Politics & Government
1:00 am
Mon July 29, 2013

National Governors Association Aims to Find Common Ground in Milwaukee

Gov. Scott Walker won’t be the only governor in Wisconsin later this week, when Milwaukee hosts the annual meeting of the National Governors Association.

Gov. Scott Walker will host this year's meeting of the National Governors Association in downtown Milwaukee.
Credit Eric Thayer, Getty Images

It will begin Thursday at the Wisconsin Center. The annual meetings have been going on since 1908.

Former Wisconsin Gov. Tony Earl attended four of them in the 1980s. He says the state leaders usually spent time venting frustration at the federal government.

He recalls the issues of his day. Some sound familiar.

“The federal government was going deeply in debt, all the state governments had to balance their budgets, we’d talk about that and how unfair it was that we were getting burdened with other stuff,” Earl says.

Earl says environmental concerns were also emerging.

”The federal government wasn’t involved and states were doing a lot of stuff on clean air, clean water and the like,” Earl says.

Earl says one person he palled around with at the conferences was former Arkansas Gov. Bill Clinton. This year, former President Clinton will address the governors.

Earl says he wouldn’t be surprised if Milwaukee sees some of today’s high profile governors such as New Jersey’s Chris Christie or Louisiana’s Bobby Jindal.

Both are mentioned as potential presidential candidates for 2016, along with Wisconsin’s Scott Walker. He will host the event in downtown Milwaukee. It will be mostly a congenial gathering, according to political scientist Charles Franklin.

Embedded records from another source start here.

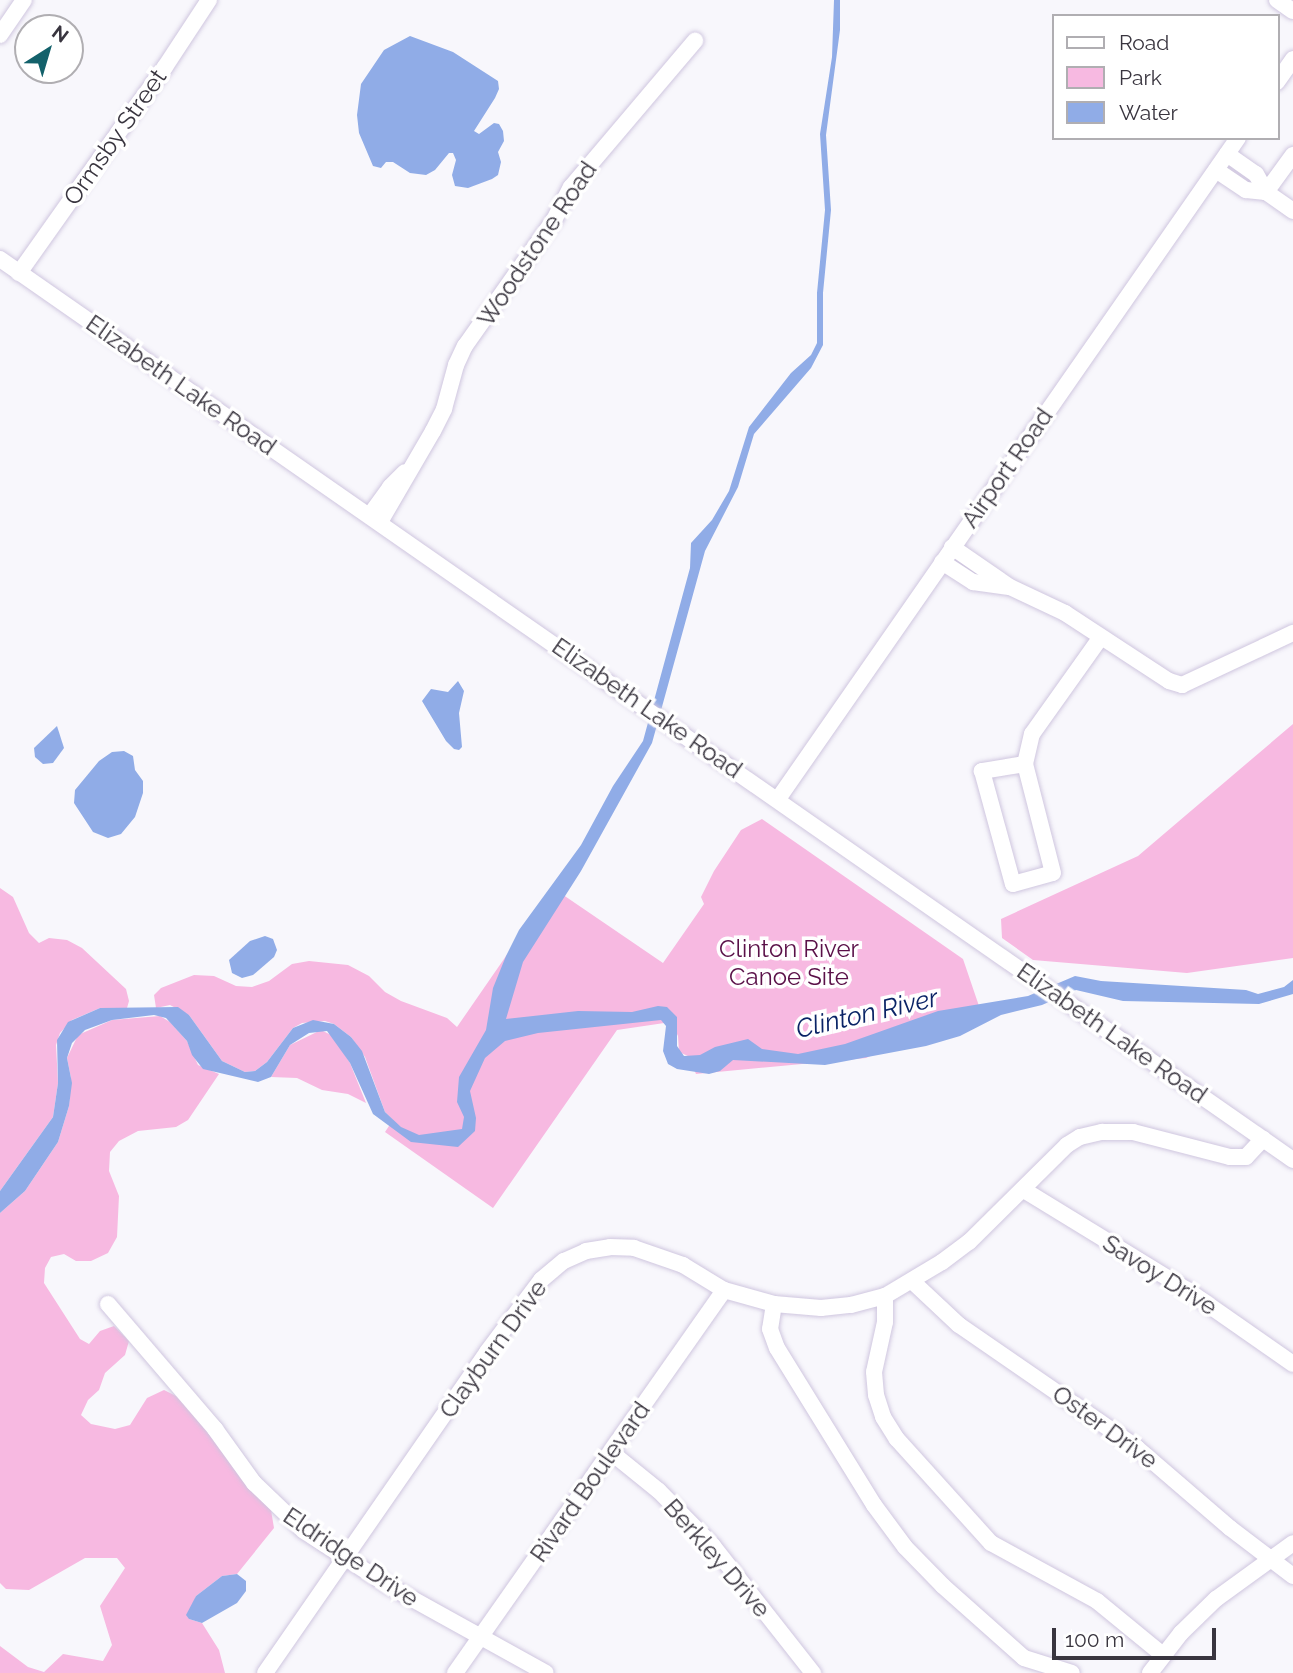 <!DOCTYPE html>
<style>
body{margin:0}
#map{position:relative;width:1293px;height:1673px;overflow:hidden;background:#f8f7fc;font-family:Raleway,sans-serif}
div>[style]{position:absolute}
.green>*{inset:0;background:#f7b9e1}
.water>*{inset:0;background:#90ace7}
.roads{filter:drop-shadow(0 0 2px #cfc6df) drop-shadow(0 0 2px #cfc6df)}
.minor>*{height:16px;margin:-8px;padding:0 8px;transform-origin:8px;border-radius:8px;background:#fff}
span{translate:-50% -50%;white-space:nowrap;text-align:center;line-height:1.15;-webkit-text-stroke:7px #fff;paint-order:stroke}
.street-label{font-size:24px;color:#39353f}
.park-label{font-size:24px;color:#5a1048}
.water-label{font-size:26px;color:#0a2366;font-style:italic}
.legend{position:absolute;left:1052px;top:14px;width:228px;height:126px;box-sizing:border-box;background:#fff;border:2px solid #b0aeb2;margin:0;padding:9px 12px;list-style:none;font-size:21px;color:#39353f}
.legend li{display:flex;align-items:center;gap:14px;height:35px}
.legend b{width:35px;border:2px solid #b0aeb2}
.north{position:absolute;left:14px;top:14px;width:70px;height:70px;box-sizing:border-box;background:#fff;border:2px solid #b0aeb2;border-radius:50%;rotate:37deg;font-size:19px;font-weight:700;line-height:28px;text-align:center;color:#39353f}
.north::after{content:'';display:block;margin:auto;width:24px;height:32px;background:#13616b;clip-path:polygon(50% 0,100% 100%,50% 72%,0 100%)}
.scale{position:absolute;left:1052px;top:1628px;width:164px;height:32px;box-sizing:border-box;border:4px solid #39353f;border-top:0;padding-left:9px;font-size:21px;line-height:24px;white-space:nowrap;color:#39353f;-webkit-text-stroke:5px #fff;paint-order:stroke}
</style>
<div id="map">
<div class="green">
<div style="clip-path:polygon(1293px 724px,1293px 958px,1187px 973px,1033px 960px,1002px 938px,1001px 919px,1138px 856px)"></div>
<div style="clip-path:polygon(762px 819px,963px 959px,979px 1006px,866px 1058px,696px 1074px,688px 1056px,679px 1052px,678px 1036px,671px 1022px,617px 1030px,493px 1208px,385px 1132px,393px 1120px,385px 1112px,365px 1057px,351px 1037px,334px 1024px,325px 1021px,302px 1023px,293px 1028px,267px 1062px,255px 1071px,245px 1072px,222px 1061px,189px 1015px,170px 1005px,156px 1008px,154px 995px,161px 988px,194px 975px,214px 976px,236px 986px,252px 987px,269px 981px,292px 964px,309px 961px,348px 965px,369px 976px,385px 992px,401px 1001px,447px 1018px,457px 1027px,553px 888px,663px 963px,704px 904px,701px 897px,714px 871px,741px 830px)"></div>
<div style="clip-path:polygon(0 888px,13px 897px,29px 933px,39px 943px,49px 938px,67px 940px,82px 948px,126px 989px,129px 1001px,127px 1008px,100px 1008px,72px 1020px,60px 1033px,56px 1045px,58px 1083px,53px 1117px,0 1191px)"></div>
<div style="clip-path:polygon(160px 1016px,170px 1022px,187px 1041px,198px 1065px,219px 1074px,188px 1120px,176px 1127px,138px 1131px,119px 1141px,110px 1152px,109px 1171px,119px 1196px,117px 1237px,108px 1253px,91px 1261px,76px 1261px,64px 1254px,51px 1257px,45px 1268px,44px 1283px,80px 1339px,89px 1344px,100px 1331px,114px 1326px,129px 1341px,125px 1355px,105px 1373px,99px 1390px,88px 1400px,81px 1415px,91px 1424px,115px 1429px,130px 1425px,147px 1398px,164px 1390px,180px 1398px,271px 1510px,274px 1528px,237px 1574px,222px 1576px,196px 1596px,189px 1619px,202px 1623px,219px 1650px,225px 1673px,0 1673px,0 1646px,28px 1667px,44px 1672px,63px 1654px,103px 1661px,112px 1645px,100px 1606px,125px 1568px,117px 1558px,85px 1558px,29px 1590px,6px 1589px,0 1583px,0 1213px,25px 1191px,58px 1142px,69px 1106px,71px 1078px,67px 1058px,78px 1035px,112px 1020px)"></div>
<div style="clip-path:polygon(321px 1030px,333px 1036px,350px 1063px,366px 1103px,348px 1094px,322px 1090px,297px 1078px,271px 1077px,290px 1045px)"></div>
</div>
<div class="water">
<div style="clip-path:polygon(834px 0,840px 0,840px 30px,826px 135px,831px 210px,823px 293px,823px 345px,811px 368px,754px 434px,738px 487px,705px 551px,652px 743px,581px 871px,523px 962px,506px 1019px,578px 1011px,632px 1012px,658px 1006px,667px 1007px,677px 1017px,677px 1046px,684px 1056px,700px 1055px,715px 1047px,748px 1039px,762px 1049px,798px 1054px,845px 1044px,938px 1011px,1028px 996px,1075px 976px,1101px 981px,1246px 990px,1258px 994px,1284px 987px,1293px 980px,1293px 994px,1259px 1004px,1123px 1001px,1076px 990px,1042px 1005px,1001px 1015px,960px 1036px,926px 1046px,825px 1065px,733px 1060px,720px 1071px,709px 1074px,677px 1069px,668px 1064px,663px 1051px,666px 1026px,661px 1020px,538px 1033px,505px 1041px,485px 1058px,470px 1091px,476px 1118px,475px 1131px,458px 1147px,411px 1142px,373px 1114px,350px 1063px,327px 1031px,309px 1033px,290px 1045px,271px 1077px,258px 1082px,203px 1069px,192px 1055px,187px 1041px,166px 1018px,154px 1015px,112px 1020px,85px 1030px,72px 1043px,67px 1058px,72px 1083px,69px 1106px,58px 1142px,25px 1191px,0 1213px,0 1191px,53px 1117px,58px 1083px,57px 1040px,68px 1022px,100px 1008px,178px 1007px,189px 1015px,222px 1061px,245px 1072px,255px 1071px,267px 1062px,293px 1028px,313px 1020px,334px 1024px,351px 1037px,362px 1051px,385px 1112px,401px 1127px,419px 1135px,462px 1129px,464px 1117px,457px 1102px,459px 1077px,486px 1030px,493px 988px,506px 956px,519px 930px,581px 845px,613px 786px,643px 741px,690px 568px,691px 543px,712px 520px,729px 491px,749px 427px,791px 373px,811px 355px,817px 343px,817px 293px,825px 210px,820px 134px,832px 57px)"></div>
<div style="clip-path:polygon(410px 36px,453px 52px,498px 81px,499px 89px,495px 98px,474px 131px,479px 134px,494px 123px,499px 124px,503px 131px,504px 141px,498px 152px,501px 162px,498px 175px,492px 179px,468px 188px,455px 186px,452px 175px,456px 160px,453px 153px,449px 153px,435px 170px,426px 175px,410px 173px,393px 162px,386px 162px,381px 168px,373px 166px,359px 133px,357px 115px,361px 84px,384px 50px)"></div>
<div style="clip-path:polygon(458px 681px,464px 691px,459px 713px,462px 747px,459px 750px,454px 749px,446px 741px,422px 701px,431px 689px,448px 692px)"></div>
<div style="clip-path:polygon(57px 726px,64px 748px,53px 763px,43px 764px,35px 757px,34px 748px)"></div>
<div style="clip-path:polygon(124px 751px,133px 756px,135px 770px,143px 781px,143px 793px,135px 817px,121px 834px,108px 838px,93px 832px,74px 803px,75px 790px,99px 761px,112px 752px)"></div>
<div style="clip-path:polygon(265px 936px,273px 939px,277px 950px,274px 957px,253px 975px,242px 978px,232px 973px,229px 960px,250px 941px)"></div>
<div style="clip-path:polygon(237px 1574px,246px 1581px,246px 1591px,237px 1603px,202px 1623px,189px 1619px,186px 1615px,196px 1596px,222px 1576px)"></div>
</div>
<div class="roads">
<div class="minor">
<div style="left:1277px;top:0;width:19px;rotate:35deg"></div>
<div style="left:0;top:35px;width:42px;rotate:-55.6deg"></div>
<div style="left:1277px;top:82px;width:28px;rotate:-55deg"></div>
<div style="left:1227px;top:154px;width:35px;rotate:35deg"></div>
<div style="left:1256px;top:174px;width:21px;rotate:61deg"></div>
<div style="left:1266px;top:192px;width:33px;rotate:35deg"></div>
<div style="left:1216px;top:170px;width:36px;rotate:34deg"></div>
<div style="left:1246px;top:190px;width:20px;rotate:6deg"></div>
<div style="left:1266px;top:192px;width:46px;rotate:-53.9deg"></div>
<div style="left:0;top:259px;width:1576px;rotate:34.87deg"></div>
<div style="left:19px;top:273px;width:252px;rotate:-54.7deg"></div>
<div style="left:165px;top:67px;width:80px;rotate:-56.7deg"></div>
<div style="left:370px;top:515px;width:34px;rotate:-54deg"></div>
<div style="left:390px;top:487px;width:21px;rotate:-45deg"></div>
<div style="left:380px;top:522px;width:105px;rotate:-59.8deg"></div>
<div style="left:433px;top:431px;width:25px;rotate:-63deg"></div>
<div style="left:444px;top:409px;width:46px;rotate:-74.7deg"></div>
<div style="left:456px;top:365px;width:21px;rotate:-65deg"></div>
<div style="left:465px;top:346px;width:154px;rotate:-54.8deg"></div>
<div style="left:554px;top:220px;width:37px;rotate:-63deg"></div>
<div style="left:571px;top:187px;width:192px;rotate:-49.7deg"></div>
<div style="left:952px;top:547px;width:70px;rotate:34.6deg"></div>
<div style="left:1010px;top:587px;width:61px;rotate:25.3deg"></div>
<div style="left:1065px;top:613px;width:124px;rotate:33.2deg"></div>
<div style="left:1169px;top:681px;width:14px;rotate:17deg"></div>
<div style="left:1182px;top:685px;width:123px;rotate:-25.1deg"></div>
<div style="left:942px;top:562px;width:37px;rotate:33deg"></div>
<div style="left:973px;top:582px;width:35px;rotate:8deg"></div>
<div style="left:1025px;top:764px;width:44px;rotate:170.8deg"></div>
<div style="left:982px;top:771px;width:117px;rotate:74.7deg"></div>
<div style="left:1013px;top:884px;width:41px;rotate:-15.4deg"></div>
<div style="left:1053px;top:873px;width:113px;rotate:-104.4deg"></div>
<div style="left:1025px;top:764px;width:31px;rotate:-77deg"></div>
<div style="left:1032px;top:734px;width:119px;rotate:-54.6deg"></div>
<div style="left:778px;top:799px;width:805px;rotate:-55.17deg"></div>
<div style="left:1024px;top:1190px;width:191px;rotate:31.5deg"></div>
<div style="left:1187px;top:1290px;width:129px;rotate:34.9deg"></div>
<div style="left:913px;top:1282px;width:63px;rotate:43.1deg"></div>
<div style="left:959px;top:1325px;width:216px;rotate:34.6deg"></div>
<div style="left:1137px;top:1448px;width:123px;rotate:40.7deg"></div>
<div style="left:1230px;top:1528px;width:79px;rotate:37.3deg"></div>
<div style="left:885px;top:1296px;width:26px;rotate:90deg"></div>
<div style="left:885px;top:1322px;width:51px;rotate:102.4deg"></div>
<div style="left:874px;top:1372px;width:23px;rotate:85deg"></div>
<div style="left:876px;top:1395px;width:23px;rotate:72deg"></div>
<div style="left:883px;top:1417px;width:26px;rotate:58deg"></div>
<div style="left:897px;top:1439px;width:140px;rotate:47.9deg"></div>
<div style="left:991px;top:1543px;width:121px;rotate:28.7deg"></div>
<div style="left:1097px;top:1601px;width:85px;rotate:39.3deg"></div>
<div style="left:108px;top:1304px;width:165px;rotate:49.4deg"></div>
<div style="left:215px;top:1429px;width:67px;rotate:54.2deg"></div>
<div style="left:254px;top:1483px;width:69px;rotate:43.8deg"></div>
<div style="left:304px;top:1531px;width:101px;rotate:32.9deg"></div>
<div style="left:389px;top:1586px;width:179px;rotate:29deg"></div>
<div style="left:774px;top:1304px;width:25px;rotate:99deg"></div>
<div style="left:770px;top:1329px;width:20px;rotate:70deg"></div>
<div style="left:777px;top:1348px;width:185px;rotate:58.3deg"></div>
<div style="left:874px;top:1505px;width:52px;rotate:53.6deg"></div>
<div style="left:905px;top:1547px;width:54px;rotate:45.7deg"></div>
<div style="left:943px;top:1586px;width:108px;rotate:41.6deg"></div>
<div style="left:1024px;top:1658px;width:50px;rotate:17.4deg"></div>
<div style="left:612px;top:1453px;width:60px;rotate:39deg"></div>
<div style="left:659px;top:1491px;width:77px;rotate:45.5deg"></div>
<div style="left:713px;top:1546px;width:162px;rotate:51.8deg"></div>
<div style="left:265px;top:1673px;width:390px;rotate:-55.3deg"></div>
<div style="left:487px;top:1352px;width:90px;rotate:-53.1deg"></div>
<div style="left:541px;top:1280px;width:30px;rotate:-40deg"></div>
<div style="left:564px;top:1261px;width:24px;rotate:-24deg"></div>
<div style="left:586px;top:1251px;width:24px;rotate:-9deg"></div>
<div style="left:610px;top:1247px;width:24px;rotate:2deg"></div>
<div style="left:634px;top:1248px;width:52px;rotate:19.1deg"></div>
<div style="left:683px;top:1265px;width:48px;rotate:31.4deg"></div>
<div style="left:724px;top:1290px;width:52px;rotate:15.6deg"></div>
<div style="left:774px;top:1304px;width:47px;rotate:4.9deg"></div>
<div style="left:821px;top:1308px;width:30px;rotate:-6deg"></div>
<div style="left:851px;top:1305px;width:35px;rotate:-15deg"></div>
<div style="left:885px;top:1296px;width:66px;rotate:-30.8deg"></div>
<div style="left:942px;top:1262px;width:34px;rotate:-37deg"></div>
<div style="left:969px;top:1242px;width:138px;rotate:-44.7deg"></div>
<div style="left:1067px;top:1145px;width:15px;rotate:-32deg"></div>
<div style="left:1080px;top:1137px;width:23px;rotate:-13deg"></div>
<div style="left:1102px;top:1132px;width:31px"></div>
<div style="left:1133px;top:1132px;width:100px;rotate:14.5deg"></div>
<div style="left:1230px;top:1157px;width:16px"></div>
<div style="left:1246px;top:1157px;width:25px;rotate:-47deg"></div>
<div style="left:455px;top:1673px;width:468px;rotate:-54.9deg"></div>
<div style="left:1150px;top:1673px;width:51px;rotate:-52.2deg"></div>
<div style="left:1181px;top:1633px;width:49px;rotate:-44.2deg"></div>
<div style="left:1216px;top:1599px;width:95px;rotate:-36deg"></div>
</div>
</div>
<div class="street-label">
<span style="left:115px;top:137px;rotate:-55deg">Ormsby Street</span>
<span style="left:537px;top:244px;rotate:-56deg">Woodstone Road</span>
<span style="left:181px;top:385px;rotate:35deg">Elizabeth Lake Road</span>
<span style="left:1007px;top:468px;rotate:-55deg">Airport Road</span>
<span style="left:647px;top:708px;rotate:35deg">Elizabeth Lake Road</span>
<span style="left:1112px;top:1033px;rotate:35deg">Elizabeth Lake Road</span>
<span style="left:1160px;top:1275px;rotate:32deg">Savoy Drive</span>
<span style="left:493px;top:1349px;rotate:-54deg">Clayburn Drive</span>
<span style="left:1105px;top:1427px;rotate:36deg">Oster Drive</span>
<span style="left:590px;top:1482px;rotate:-55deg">Rivard Boulevard</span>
<span style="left:351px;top:1557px;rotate:34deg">Eldridge Drive</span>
<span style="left:717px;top:1558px;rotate:49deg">Berkley Drive</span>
</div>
<div class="park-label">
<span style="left:789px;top:963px">Clinton River<br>Canoe Site</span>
</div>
<div class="water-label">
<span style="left:867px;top:1014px;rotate:-13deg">Clinton River</span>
</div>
<ul class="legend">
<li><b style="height:9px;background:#fff"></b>Road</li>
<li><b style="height:19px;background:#f7b9e1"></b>Park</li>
<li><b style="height:19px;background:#90ace7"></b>Water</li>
</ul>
<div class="north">N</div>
<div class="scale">100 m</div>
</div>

“To socialize with one another, to get to know each other especially within party and to some extent across party lines as well,” Franklin says.

However, Franklin says the state leaders will talk about common problems they face, even though the governors take different approaches to solving them.

Three issues on this year’s agenda are containing health care costs, maintaining roads and bridges and training workers.

One local group that will attempt to bend ears at the conference is the Metropolitan Milwaukee Association of Commerce. Steve Baas is spokesman.  He says it wants the governors to keep business needs in mind.

“Whether it’s in the area of workforce and talent development, tax or energy or regulatory policy, business around our region really is acutely aware of both the national and international competitive marketplace. We need to make sure that our governors are sensitive to how hard we need to compete and what government can do to remove obstacles,” Baas says.

Baas says members of the MMAC will attend some social events planned for the governors. Those will include trips to Miller Park, Discovery World and Potawatomi Casino.

Demonstrators also intend to be on hand. Groups such as Occupy Milwaukee and Move to Amend are summoning members to downtown Milwaukee. Organizers say they’re upset with Republican governors for subverting the power of the federal government and favoring business interests over the rights of citizens.